파인튜닝을 위해 LoRA와 SFT 설정한다.

peft_config = LoraConfig(
    lora_alpha=16,
    lora_dropout=0.05,
    r=16,
    bias="none",
    target_modules="all-linear",
    task_type="CAUSAL_LM",
    modules_to_save=["lm_head", "embed_tokens"] # make sure to save the lm_head and embed_tokens as you train the special tokens
)

training_arguments = SFTConfig(
    output_dir="gemma-3-4b-it-thinking-function_calling-V0",
    per_device_train_batch_size=1,
    per_device_eval_batch_size=1,
    gradient_accumulation_steps=32,
    save_strategy="epoch",
    eval_strategy="epoch",
    logging_steps=50,
    learning_rate=3e-4,
    max_grad_norm=0.3,
    weight_decay=0.1,
    warmup_ratio=0.03,
    lr_scheduler_type="constant",
    report_to=None,
    bf16=True,
    optim="paged_adamw_8bit",
    torch_compile=False,
    push_to_hub=False,
    num_train_epochs=3,
    gradient_checkpointing=True,
    gradient_checkpointing_kwargs={"use_reentrant": False},
    packing=False,
    max_seq_length=512,
    dataset_kwargs={
        "add_special_tokens": False,
        "append_concat_token": True,
    }
)

torch.cuda.empty_cache()
torch.cuda.ipc_collect()
gc.collect()

학습하고 결과를 저장한다.

trainer = SFTTrainer(
    model=model,
    args=training_arguments,
    train_dataset=dataset["train"],
    eval_dataset=dataset["test"],
    # tokenizer=tokenizer,
    peft_config=peft_config,
)

trainer.train()
trainer.save_model()

정상적으로 실행되면, 다음과 같이 함수 호출 데이터셋을 학습할 것이다.

HF에 파인튜닝된 모델을 업로드한다. 그리고, 다시 다운로드하여 평가모드로 모델을 오픈한다.

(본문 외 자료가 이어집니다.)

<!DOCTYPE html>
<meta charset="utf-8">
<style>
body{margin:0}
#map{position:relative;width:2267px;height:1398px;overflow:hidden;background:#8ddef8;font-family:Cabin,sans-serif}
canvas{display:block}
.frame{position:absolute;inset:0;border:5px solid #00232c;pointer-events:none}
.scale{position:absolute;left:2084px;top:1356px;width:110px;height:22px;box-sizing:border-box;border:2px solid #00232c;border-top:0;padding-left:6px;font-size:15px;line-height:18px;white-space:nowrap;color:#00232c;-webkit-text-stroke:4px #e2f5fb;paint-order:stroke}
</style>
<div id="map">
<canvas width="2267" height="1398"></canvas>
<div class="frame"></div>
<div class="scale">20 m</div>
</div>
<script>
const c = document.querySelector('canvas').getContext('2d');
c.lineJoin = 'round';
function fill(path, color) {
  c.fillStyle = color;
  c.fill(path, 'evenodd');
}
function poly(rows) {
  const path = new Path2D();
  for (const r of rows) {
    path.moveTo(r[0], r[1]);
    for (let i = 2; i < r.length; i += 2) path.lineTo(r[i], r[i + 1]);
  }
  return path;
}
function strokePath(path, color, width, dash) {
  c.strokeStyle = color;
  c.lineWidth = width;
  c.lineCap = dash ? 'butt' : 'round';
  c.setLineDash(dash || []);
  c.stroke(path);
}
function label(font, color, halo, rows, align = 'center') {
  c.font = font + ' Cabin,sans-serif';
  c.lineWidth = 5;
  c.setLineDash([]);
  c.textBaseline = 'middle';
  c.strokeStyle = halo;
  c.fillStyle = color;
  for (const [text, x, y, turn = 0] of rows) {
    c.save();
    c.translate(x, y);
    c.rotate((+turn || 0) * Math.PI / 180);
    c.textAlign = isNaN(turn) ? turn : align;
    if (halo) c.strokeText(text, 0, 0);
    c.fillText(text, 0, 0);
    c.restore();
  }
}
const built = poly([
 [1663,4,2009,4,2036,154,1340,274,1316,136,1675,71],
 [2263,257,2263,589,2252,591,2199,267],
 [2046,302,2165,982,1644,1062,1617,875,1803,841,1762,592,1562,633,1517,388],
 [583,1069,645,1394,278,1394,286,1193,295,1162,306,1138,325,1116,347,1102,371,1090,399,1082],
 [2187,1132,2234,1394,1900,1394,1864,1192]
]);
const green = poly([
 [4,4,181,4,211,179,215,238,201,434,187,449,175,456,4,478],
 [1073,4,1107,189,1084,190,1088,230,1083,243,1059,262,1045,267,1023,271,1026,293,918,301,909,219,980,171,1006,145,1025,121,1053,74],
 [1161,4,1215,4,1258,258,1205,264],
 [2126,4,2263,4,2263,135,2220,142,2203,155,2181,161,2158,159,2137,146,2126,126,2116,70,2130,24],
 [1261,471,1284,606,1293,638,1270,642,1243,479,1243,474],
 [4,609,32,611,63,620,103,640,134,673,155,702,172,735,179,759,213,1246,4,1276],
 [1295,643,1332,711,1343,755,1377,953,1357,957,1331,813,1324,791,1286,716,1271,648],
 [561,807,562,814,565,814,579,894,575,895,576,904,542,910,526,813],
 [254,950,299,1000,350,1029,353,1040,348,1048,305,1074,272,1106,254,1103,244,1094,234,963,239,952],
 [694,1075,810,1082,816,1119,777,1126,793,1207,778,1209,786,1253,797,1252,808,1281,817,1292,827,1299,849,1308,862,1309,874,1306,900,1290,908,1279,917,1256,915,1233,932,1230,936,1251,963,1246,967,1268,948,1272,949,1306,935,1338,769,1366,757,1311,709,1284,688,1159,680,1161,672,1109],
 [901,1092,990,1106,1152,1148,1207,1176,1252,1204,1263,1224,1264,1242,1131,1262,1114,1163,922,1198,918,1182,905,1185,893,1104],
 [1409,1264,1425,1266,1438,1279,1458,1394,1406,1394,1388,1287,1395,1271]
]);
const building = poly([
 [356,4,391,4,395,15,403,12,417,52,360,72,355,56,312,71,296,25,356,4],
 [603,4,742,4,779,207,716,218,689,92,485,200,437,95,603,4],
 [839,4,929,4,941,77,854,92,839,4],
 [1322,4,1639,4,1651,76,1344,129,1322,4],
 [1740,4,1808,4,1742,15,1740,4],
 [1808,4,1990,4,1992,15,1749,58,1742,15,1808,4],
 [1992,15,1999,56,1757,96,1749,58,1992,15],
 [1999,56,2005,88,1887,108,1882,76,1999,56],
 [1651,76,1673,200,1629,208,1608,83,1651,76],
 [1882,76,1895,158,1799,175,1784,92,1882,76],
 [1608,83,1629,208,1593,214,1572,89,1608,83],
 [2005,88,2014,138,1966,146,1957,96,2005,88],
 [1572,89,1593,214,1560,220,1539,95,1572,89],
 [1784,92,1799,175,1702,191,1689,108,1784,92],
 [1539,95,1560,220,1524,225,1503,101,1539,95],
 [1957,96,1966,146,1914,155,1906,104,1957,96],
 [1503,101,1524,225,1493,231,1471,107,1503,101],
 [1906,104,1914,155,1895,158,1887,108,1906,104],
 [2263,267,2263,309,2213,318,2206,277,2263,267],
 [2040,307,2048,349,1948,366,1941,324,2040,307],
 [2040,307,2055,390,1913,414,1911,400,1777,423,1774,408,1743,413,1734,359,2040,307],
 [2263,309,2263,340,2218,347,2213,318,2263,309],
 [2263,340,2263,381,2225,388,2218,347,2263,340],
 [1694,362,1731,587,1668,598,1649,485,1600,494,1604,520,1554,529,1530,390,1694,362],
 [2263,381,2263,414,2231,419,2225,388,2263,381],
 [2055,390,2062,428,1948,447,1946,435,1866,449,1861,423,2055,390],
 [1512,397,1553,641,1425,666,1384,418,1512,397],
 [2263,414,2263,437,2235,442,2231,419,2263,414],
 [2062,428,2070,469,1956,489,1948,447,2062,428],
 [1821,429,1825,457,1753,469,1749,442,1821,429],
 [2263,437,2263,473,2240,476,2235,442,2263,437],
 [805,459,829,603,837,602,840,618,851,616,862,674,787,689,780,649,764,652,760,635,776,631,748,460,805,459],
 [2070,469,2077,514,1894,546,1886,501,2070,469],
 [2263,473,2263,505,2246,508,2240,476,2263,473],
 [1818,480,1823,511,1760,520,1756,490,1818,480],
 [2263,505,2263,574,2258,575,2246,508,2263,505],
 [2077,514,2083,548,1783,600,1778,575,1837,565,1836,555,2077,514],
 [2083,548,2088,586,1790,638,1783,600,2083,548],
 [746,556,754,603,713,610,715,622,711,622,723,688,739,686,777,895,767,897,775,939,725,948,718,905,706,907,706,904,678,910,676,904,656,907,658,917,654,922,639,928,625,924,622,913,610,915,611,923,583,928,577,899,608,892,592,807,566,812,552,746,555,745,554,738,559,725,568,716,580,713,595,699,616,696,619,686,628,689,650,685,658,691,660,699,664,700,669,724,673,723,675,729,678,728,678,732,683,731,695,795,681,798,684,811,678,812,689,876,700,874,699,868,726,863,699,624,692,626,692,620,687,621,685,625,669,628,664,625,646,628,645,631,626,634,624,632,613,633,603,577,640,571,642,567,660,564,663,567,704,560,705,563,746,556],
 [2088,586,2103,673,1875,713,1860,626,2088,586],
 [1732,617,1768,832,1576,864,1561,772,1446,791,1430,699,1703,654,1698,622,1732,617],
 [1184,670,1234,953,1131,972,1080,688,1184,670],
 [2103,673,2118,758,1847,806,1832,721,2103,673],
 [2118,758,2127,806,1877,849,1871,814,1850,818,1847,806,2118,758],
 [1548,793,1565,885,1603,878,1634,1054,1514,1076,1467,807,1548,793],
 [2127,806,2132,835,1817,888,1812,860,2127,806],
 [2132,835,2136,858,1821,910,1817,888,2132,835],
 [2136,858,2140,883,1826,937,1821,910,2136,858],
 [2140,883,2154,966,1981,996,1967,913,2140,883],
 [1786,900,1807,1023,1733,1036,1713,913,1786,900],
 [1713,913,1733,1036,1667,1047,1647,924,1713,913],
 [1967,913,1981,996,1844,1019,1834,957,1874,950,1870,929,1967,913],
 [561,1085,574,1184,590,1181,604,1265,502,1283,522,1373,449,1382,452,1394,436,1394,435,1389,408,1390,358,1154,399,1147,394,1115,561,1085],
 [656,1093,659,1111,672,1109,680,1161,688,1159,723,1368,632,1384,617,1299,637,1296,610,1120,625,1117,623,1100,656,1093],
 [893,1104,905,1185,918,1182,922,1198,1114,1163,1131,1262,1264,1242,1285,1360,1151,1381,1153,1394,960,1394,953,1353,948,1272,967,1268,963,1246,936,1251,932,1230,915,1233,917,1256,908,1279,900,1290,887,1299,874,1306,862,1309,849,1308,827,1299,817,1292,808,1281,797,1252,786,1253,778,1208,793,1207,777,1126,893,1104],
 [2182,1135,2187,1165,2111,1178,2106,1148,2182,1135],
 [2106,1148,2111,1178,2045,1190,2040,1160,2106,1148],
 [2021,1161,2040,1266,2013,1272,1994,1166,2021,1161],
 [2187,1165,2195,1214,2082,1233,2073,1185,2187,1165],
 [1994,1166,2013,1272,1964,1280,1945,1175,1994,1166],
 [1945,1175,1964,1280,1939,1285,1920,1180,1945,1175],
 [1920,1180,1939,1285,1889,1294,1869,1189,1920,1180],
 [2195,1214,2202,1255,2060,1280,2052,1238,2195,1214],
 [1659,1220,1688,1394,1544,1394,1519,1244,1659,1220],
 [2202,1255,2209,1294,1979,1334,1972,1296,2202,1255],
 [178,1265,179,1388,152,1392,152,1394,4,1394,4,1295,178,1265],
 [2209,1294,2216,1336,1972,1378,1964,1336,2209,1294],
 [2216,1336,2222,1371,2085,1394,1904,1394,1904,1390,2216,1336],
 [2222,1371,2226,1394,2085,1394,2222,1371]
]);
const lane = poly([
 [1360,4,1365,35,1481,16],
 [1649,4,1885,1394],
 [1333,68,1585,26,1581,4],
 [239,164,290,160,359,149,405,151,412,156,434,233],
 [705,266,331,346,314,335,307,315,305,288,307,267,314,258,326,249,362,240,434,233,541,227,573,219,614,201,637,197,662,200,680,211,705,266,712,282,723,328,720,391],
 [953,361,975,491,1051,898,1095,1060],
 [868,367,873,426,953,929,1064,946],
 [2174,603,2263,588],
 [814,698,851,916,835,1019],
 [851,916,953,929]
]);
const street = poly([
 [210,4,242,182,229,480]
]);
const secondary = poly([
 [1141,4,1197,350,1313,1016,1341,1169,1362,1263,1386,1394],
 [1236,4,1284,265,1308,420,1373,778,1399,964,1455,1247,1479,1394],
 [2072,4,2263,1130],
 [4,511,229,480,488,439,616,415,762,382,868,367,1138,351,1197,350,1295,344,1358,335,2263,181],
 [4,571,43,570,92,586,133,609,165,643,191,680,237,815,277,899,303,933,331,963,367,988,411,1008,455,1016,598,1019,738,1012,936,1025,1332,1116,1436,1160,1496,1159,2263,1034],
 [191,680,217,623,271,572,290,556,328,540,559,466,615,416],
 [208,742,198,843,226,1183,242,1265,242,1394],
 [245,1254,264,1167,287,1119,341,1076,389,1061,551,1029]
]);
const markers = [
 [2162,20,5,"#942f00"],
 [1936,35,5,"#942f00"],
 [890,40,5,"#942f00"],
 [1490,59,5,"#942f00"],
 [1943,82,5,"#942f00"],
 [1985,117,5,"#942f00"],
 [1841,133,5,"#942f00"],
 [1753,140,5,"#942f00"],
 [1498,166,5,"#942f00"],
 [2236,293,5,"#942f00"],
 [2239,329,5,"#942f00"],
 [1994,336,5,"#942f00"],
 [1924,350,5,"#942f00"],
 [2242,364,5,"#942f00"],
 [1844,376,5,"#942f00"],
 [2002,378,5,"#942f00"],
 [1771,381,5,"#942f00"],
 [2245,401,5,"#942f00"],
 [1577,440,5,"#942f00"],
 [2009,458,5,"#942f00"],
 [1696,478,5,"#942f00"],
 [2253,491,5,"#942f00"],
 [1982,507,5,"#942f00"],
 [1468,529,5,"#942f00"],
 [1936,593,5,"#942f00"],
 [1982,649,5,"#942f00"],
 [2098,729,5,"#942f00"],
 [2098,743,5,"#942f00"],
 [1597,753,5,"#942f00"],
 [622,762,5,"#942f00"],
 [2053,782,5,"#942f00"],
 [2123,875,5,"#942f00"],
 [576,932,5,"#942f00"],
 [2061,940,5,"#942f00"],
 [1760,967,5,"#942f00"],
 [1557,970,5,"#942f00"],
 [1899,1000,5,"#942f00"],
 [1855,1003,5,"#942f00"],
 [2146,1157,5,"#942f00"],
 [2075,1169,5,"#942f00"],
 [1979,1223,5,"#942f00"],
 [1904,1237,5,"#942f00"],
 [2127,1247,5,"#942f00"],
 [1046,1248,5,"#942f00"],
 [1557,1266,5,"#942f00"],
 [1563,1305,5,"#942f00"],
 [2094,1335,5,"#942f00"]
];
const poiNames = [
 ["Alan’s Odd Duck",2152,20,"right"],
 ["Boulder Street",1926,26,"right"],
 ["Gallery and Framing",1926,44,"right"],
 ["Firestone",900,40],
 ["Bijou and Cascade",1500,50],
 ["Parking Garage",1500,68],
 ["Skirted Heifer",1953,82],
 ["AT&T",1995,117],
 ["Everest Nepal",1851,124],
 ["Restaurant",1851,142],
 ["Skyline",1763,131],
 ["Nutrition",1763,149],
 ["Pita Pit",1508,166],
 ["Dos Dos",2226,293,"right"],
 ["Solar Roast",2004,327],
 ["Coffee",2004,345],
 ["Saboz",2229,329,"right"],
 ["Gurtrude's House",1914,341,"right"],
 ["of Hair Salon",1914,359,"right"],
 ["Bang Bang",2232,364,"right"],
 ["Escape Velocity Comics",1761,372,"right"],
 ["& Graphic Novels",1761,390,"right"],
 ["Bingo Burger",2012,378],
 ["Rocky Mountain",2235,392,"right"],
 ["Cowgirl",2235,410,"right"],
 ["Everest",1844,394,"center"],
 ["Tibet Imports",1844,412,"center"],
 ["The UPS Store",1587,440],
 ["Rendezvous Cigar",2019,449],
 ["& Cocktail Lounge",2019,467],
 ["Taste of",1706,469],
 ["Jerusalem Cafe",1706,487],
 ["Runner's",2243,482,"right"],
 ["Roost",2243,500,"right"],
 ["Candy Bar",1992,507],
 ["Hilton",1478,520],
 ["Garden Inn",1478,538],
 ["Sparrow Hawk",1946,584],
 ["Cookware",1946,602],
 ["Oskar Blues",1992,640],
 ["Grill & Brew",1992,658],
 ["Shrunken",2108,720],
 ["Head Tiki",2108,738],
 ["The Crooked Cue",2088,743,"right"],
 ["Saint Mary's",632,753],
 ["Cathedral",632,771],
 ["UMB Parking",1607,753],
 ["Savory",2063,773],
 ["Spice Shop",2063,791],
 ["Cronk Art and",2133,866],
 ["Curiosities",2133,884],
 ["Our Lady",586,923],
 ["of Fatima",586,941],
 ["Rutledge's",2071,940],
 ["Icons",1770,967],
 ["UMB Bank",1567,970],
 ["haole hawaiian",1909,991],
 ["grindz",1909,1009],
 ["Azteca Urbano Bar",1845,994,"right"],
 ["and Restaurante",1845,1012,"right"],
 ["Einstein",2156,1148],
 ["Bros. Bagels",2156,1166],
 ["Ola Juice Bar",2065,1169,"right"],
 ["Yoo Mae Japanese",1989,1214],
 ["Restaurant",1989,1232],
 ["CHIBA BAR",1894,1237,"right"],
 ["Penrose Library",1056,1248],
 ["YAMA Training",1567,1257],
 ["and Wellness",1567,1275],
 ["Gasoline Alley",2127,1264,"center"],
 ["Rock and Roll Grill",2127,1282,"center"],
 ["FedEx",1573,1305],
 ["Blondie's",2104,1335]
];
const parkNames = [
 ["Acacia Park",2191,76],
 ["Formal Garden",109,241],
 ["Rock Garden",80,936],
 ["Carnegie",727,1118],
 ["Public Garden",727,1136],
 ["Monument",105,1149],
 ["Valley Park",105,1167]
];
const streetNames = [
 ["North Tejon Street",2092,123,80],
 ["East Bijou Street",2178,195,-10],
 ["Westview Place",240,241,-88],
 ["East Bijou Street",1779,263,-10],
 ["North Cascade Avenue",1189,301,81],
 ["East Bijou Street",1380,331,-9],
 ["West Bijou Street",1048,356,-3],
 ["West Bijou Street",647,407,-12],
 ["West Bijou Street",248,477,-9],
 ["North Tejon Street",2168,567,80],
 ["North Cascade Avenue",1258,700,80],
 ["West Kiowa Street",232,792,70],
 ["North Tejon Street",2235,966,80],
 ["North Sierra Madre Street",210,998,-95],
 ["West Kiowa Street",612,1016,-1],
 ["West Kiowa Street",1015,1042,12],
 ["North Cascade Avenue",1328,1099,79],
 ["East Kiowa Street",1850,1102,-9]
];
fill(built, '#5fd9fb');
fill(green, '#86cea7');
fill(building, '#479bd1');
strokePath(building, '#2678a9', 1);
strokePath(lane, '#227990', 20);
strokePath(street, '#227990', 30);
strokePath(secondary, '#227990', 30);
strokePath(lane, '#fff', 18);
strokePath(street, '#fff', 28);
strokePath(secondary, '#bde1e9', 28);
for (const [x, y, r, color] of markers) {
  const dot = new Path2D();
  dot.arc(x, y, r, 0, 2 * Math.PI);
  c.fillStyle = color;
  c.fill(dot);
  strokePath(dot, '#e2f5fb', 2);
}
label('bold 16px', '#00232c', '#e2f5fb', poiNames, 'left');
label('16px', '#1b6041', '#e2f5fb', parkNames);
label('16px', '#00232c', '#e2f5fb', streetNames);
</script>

trainer.push_to_hub(f'mac999/gemma-3-4b-it-thinking-function_calling-V0-{seed}', commit_message="Pushing fine-tuned model with function calling capabilities")

tokenizer.eos_token = "<eos>"
tokenizer.push_to_hub(f"mac999/", token=True)

peft_model_id = f"mac999/gemma-3-4b-it-thinking-function_calling-V0-{seed}" 
device = "auto"
config = PeftConfig.from_pretrained(peft_model_id)
model = Gemma3ForConditionalGeneration.from_pretrained("google/gemma-3-4b-it",
                                             device_map="auto",
                                             )
tokenizer = AutoTokenizer.from_pretrained(peft_model_id)
model.resize_token_embeddings(len(tokenizer))
model = PeftModel.from_pretrained(model, peft_model_id)
model.to(torch.bfloat16)
model.eval()

파인튜닝이 제대로되었는 지 function call을 테스트해본다.

prompt = """<bos><start_of_turn>user
You have access to the following tools:

- numerical_derivative: Estimate the derivative of a mathematical function

User query:
I need to estimate the derivative of the function y = sin(x) at x = π/4 and x = π. Can you help with that?<end_of_turn><eos>
<start_of_turn>assistant
"""

inputs = tokenizer(prompt, return_tensors="pt", add_special_tokens=False).to(model.device)

outputs = model.generate(
    **inputs,
    max_new_tokens=256,
    do_sample=True,
    temperature=0.01,
    top_p=0.95,
    repetition_penalty=1.1,
    eos_token_id=tokenizer.eos_token_id
)

response = tokenizer.decode(outputs[0], skip_special_tokens=False)
print(response)